The next morning I was greeted by a social worker who listened to my concerns. The nurse that day proved to be even more difficult than the last, and next I was speaking to the manager of the unit, and a doctor. Suddenly everyone was obsessing over her temperature regulation, asserting outdated and disproven opinions about the superiority of the isolate. My baby grows between a half ounce to an ounce a day, exactly what is expected at this stage. My care has been consistent every day, on days she gained more and days she gained less, I did the same thing, making it completely illogical to claim that I am interfering with her growth. Essentially, we are talking about four to six hours out of a twenty four hour day spent being held by her mother. What is a complete non-issue, was suddenly becoming a very large issue. I spent the entire morning crying as I held my baby, debating with people who were trying to limit my kangaroo time to one hour a day. The nurse came over in the middle of Iris’s feed and attempted to take her from me, despite the fact that the importance of not moving her during or for a half hour after her feed to prevent reflux has been stressed to me by every previous nurse. The temperature probe was reading a perfect temperature, better than it had in her isolate, they dismissed this as the blanket warming it so I asked them to take her temperature, it was 98.6. No one succeeded in taking away my baby, and my husband left work as soon as I was able to call him and sat by my side for support. In an attempt to resolve our issue this nurse actually said to me, “I will do things your way for the rest of the day, even if it means your baby will grow more slowly, if thats what you want thats fine with me.” Studies show Kangaroo care increases weight gain in low birth weight babies, and in no way is this method just “my way” as much as I’d love to take credit.
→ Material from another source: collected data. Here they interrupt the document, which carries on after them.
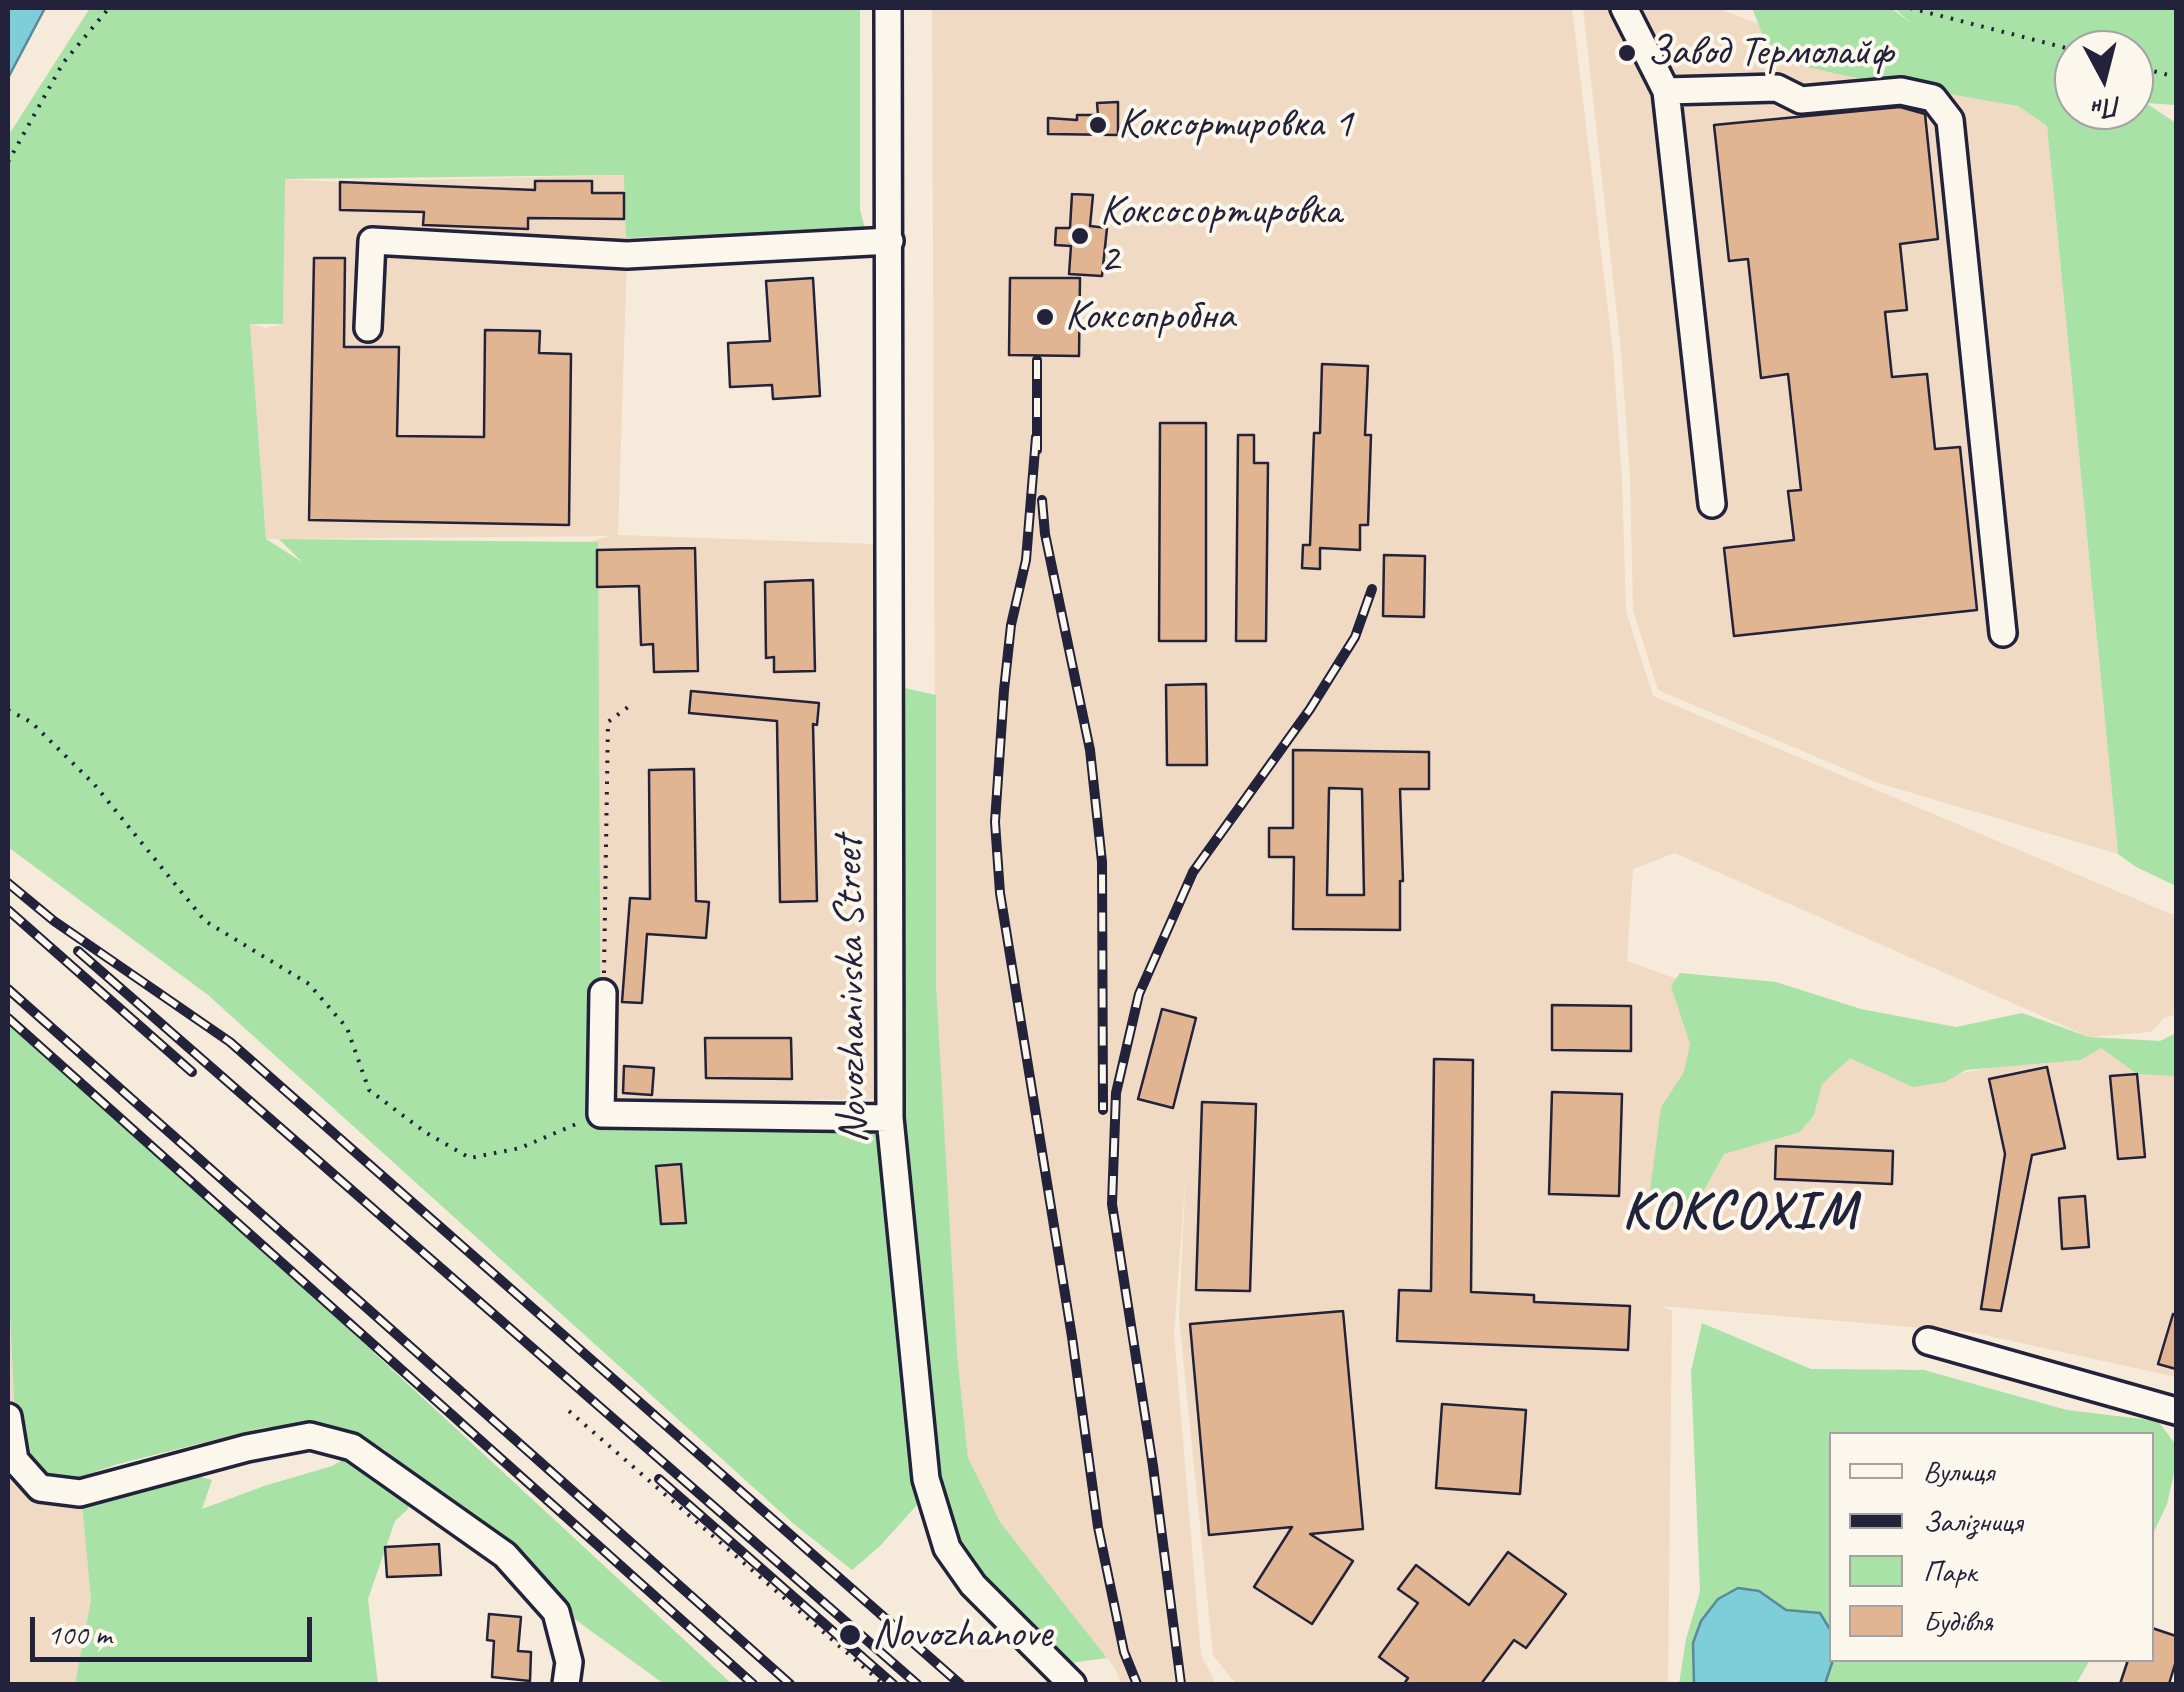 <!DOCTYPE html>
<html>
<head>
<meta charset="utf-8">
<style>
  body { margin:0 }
  #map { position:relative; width:2184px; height:1692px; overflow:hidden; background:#f6eada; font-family:Caveat,sans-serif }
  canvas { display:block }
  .frame { position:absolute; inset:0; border:10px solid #22223b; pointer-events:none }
  .legend { position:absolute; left:1829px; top:1432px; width:325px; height:230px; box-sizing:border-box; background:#fbf7ec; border:2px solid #a4a2a5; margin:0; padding:12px 18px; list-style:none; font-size:30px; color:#22223b }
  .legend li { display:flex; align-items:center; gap:20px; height:50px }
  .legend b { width:50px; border:2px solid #a4a2a5 }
  .north { position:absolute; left:2054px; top:30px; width:100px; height:100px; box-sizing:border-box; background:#fbf7ec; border:2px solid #a4a2a5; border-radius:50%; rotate:173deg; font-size:28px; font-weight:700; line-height:40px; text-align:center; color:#22223b }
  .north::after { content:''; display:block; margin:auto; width:35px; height:45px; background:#22223b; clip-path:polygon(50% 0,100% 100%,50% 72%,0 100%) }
  .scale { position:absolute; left:30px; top:1617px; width:282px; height:45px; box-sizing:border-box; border:5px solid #22223b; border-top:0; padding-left:12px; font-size:30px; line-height:35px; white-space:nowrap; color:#22223b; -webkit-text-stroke:8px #fbf7ec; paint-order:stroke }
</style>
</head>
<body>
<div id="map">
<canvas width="2184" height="1692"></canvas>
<div class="frame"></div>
<ul class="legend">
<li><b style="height:12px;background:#fbf7ec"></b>Вулиця</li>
<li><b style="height:12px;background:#22223b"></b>Залізниця</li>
<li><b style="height:28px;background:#a9e2a6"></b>Парк</li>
<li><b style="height:28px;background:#e1b592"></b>Будівля</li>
</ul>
<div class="north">Пн</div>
<div class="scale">100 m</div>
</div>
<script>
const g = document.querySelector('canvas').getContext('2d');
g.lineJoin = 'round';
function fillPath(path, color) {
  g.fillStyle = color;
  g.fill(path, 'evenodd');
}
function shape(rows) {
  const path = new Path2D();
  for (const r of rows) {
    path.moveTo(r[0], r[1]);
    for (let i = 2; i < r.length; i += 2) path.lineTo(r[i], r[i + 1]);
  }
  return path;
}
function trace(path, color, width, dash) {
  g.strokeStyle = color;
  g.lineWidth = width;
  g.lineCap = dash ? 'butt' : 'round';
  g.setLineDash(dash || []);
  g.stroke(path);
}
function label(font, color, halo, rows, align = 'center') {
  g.font = font + ' Caveat,sans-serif';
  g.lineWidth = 8;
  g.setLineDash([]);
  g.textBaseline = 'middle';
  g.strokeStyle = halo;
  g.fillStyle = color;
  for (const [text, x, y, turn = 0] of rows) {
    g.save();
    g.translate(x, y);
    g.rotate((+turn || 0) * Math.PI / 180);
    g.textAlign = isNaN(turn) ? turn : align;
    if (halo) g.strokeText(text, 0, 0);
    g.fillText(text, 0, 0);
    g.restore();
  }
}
fillPath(shape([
  [932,8,1572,8,1613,352,1622,478,1626,611,1653,696,2176,916,2176,1015,2165,1017,2151,1032,2089,1037,1675,853,1633,869,1627,961,1944,1076,2102,1048,2176,1061,2176,1377,1971,1332,1661,1306,1672,1311,1668,1684,1236,1684,1213,1655,1179,1317,1186,1172,1174,1333,1201,1655,1216,1684,1122,1684,1114,1667,1000,1522,968,1458,949,1282,936,996],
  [1583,8,1717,8,1882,71,2018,106,2047,126,2118,854,1878,783,1658,690,1633,610,1630,477,1621,351],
  [625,175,627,255,618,535,874,544,874,1099,579,1103,588,542,611,536,266,539,250,323,265,328,283,324,284,179,340,182],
  [8,1254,83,1510,91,1601,75,1684,8,1684]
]), '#f0dac4');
fillPath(shape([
  [90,8,860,8,860,210,865,228,626,238,624,175,285,179,283,324,250,324,266,539,302,562,279,539,598,542,601,1113,877,1131,917,1505,880,1546,852,1570,794,1524,208,995,8,847,8,136],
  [1752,8,1891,8,1911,23,1894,8,2176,8,2176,105,2146,103,2176,123,2176,886,2136,867,2118,854,2047,126,2018,106,1847,76,1772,59],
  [2074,50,2134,50,2134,110,2074,110],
  [900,687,936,695,936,985,957,1354,968,1458,1000,1522,1107,1658,1063,1664,964,1573,934,1505,890,1118],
  [1680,973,1776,982,1861,1009,1956,1027,2022,1013,2089,1037,2160,1041,2176,1033,2176,1076,2137,1074,2101,1048,2080,1060,1966,1070,1945,1082,1913,1087,1850,1058,1822,1084,1814,1115,1800,1132,1724,1154,1693,1210,1649,1199,1661,1107,1684,1072,1690,1044,1671,986],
  [8,1022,144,1140,732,1684,664,1684,543,1596,384,1449,350,1432,266,1427,118,1464,65,1482,22,1459,14,1400,8,1267],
  [1702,1323,1811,1369,1924,1370,2067,1410,2158,1421,2176,1445,2176,1464,2167,1504,2152,1536,2152,1434,1832,1434,1832,1660,2090,1660,2076,1684,1679,1684,1686,1639,1700,1592,1691,1371],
  [349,1456,411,1488,408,1509,395,1521,368,1599,378,1684,75,1684,91,1600,82,1504,171,1469,212,1480,202,1509,264,1486,332,1466]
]), '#a9e2a6');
const water = shape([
  [8,8,45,8,8,78,8,8],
  [1738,1588,1759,1591,1786,1610,1820,1613,1831,1631,1833,1660,1825,1684,1694,1684,1693,1643,1701,1621,1718,1599,1738,1588]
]);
fillPath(water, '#7eced9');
trace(water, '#59899a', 2.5);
const building = shape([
  [1118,102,1118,135,1048,134,1048,118,1077,120,1077,115,1098,115,1097,103,1118,102],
  [1900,107,1925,114,1938,239,1900,244,1907,310,1885,312,1892,377,1927,374,1935,449,1960,447,1977,610,1734,636,1724,548,1794,540,1788,491,1801,490,1788,374,1761,378,1748,259,1729,261,1714,125,1900,107],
  [535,181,592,181,592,193,624,193,624,219,528,218,528,229,423,225,424,212,340,210,340,182,535,190,535,181],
  [1072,194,1093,195,1090,226,1107,228,1102,276,1069,274,1071,246,1055,245,1056,228,1070,228,1072,194],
  [314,258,345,258,344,347,399,347,397,436,484,437,485,330,540,331,539,353,571,354,569,525,309,520,314,258],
  [813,278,820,396,773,399,772,385,730,387,728,343,770,341,766,281,813,278],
  [1010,278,1080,278,1079,356,1009,355,1010,278],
  [1322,364,1368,366,1365,435,1371,435,1368,525,1360,525,1360,550,1320,548,1320,569,1302,568,1303,545,1310,545,1314,433,1320,433,1322,364],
  [1160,423,1206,423,1206,641,1159,641,1160,423],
  [1238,435,1254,435,1254,463,1268,463,1266,641,1236,641,1238,435],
  [695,548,698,671,654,672,653,644,641,645,639,586,597,587,597,550,695,548],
  [1384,555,1425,556,1424,617,1383,616,1384,555],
  [813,580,815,671,774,672,774,657,766,658,765,582,813,580],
  [1206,684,1207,765,1167,765,1166,685,1206,684],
  [691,691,819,703,817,725,813,724,817,901,780,902,777,721,689,713,691,691],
  [1293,750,1429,752,1429,789,1400,789,1403,881,1400,881,1400,930,1293,929,1294,857,1269,857,1269,828,1293,828,1293,750],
  [1329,788,1362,789,1364,895,1327,895,1329,788],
  [694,769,696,901,709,902,706,938,647,934,642,1003,622,1002,630,898,650,899,649,770,694,769],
  [1552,1005,1631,1006,1631,1051,1552,1050,1552,1005],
  [1162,1009,1196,1018,1173,1108,1138,1099,1162,1009],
  [705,1038,791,1038,792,1079,706,1078,705,1038],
  [1434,1059,1473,1060,1471,1292,1534,1295,1534,1302,1630,1306,1628,1350,1397,1341,1399,1290,1431,1291,1434,1059],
  [624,1066,654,1068,652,1095,623,1093,624,1066],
  [2047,1067,2065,1148,2032,1155,2001,1311,1981,1309,2005,1154,1989,1079,2047,1067],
  [2137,1074,2145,1157,2118,1159,2110,1076,2137,1074],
  [1552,1092,1622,1094,1619,1196,1549,1194,1552,1092],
  [1202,1102,1256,1104,1250,1291,1196,1290,1202,1102],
  [1776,1146,1893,1151,1892,1184,1775,1179,1776,1146],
  [681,1164,686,1223,661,1224,656,1166,681,1164],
  [2085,1196,2089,1247,2062,1249,2059,1198,2085,1196],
  [1343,1311,1363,1529,1310,1534,1353,1561,1312,1624,1254,1587,1292,1527,1209,1535,1190,1324,1343,1311],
  [2173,1314,2176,1315,2176,1369,2158,1364,2173,1314],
  [1442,1404,1526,1410,1520,1494,1436,1488,1442,1404],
  [439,1544,441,1575,387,1577,385,1547,439,1544],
  [1508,1552,1566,1594,1526,1648,1514,1640,1481,1684,1404,1684,1408,1678,1379,1657,1418,1603,1398,1589,1416,1565,1469,1605,1508,1552],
  [489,1614,521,1617,518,1651,531,1652,530,1681,492,1677,494,1641,487,1640,489,1614],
  [2152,1628,2176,1636,2176,1661,2169,1684,2120,1684,2128,1660,2152,1660,2152,1628]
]);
fillPath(building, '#e1b592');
trace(building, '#22223b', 2.5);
const minor = shape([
  [888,8,890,1118,926,1479,947,1548,973,1585,1072,1684],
  [1624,8,1666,91,1712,504],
  [1666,91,1777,88,1801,100,1901,91,1933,98,1950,120,2003,633],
  [368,328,372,241,627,255,890,241],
  [603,993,601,1114,890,1118],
  [1928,1341,2176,1411],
  [8,1417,15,1460,40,1488,80,1493,247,1448,310,1436,352,1447,505,1555,556,1612,569,1662,566,1684]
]);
trace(minor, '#22223b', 32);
trace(shape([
  [1910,8,2074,50],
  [2134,66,2176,77],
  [8,162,63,63,109,8],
  [8,710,31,722,94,784,205,921,309,984,347,1028,369,1090,425,1132,470,1158,520,1148,581,1122],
  [604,973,608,722,632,704],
  [569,1411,883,1684]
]), '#22223b', 4, [2.5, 8]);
trace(minor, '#fbf7ec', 25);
const rail = shape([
  [1037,360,1037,450],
  [1036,437,1026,560,1011,625,1004,690,995,822,1000,893,1072,1337,1098,1527,1124,1652,1137,1684],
  [1042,500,1045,534,1090,750,1102,862,1103,1110],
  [8,883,54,921,230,1042,960,1684],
  [8,910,192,1072],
  [78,951,917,1684],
  [8,989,790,1684],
  [8,1018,753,1684],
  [659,1479,893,1684],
  [1181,1684,1153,1466,1112,1204,1116,1093,1139,994,1193,872,1310,709,1355,637,1372,589]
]);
trace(rail, '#22223b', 10);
trace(rail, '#fbf7ec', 6, [19]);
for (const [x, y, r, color] of [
  [1627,53,10,"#22223b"],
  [1098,125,10,"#22223b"],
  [1080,236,10,"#22223b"],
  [1045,317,10,"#22223b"],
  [850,1635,12,"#22223b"]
]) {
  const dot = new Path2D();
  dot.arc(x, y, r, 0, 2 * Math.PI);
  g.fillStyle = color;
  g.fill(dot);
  trace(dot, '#fbf7ec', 4);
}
label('42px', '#22223b', '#fbf7ec', [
  ["Завод Термолайф",1647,53],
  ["Коксортировка 1",1118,125],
  ["Коксосортировка",1100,212],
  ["2",1100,260],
  ["Коксопробна",1065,317],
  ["Novozhanove",872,1635]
], 'left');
label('42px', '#22223b', '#fbf7ec', [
  ["Novozhanivska Street",852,990,-91]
]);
g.letterSpacing = '2.5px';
label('bold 52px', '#22223b', '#fbf7ec', [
  ["КОКСОХІМ",1740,1213]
]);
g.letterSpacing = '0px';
</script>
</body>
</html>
The next day we came in and were greeted by one of the nurses I had previously that week, I resumed my usual routine with no controversy. The same followed for the days after, reassuring me that this was a non-issue that was made an issue by a couple of nurses who are not comfortable with parents in their workspace. Whether the absence of other parents in the unit is a consequence or part cause of this I’m still not sure. I have never seen any other parents in this NICU on a regular basis, and have never seen anyone else practicing kangaroo care, despite the fact that it is a common and recommended practice for premature infants.
Did you practice kangaroo care with your newborn or preemie? Anyone else find that while their NICU claimed to encourage kangaroo care and breastfeeding, its practices often proved otherwise?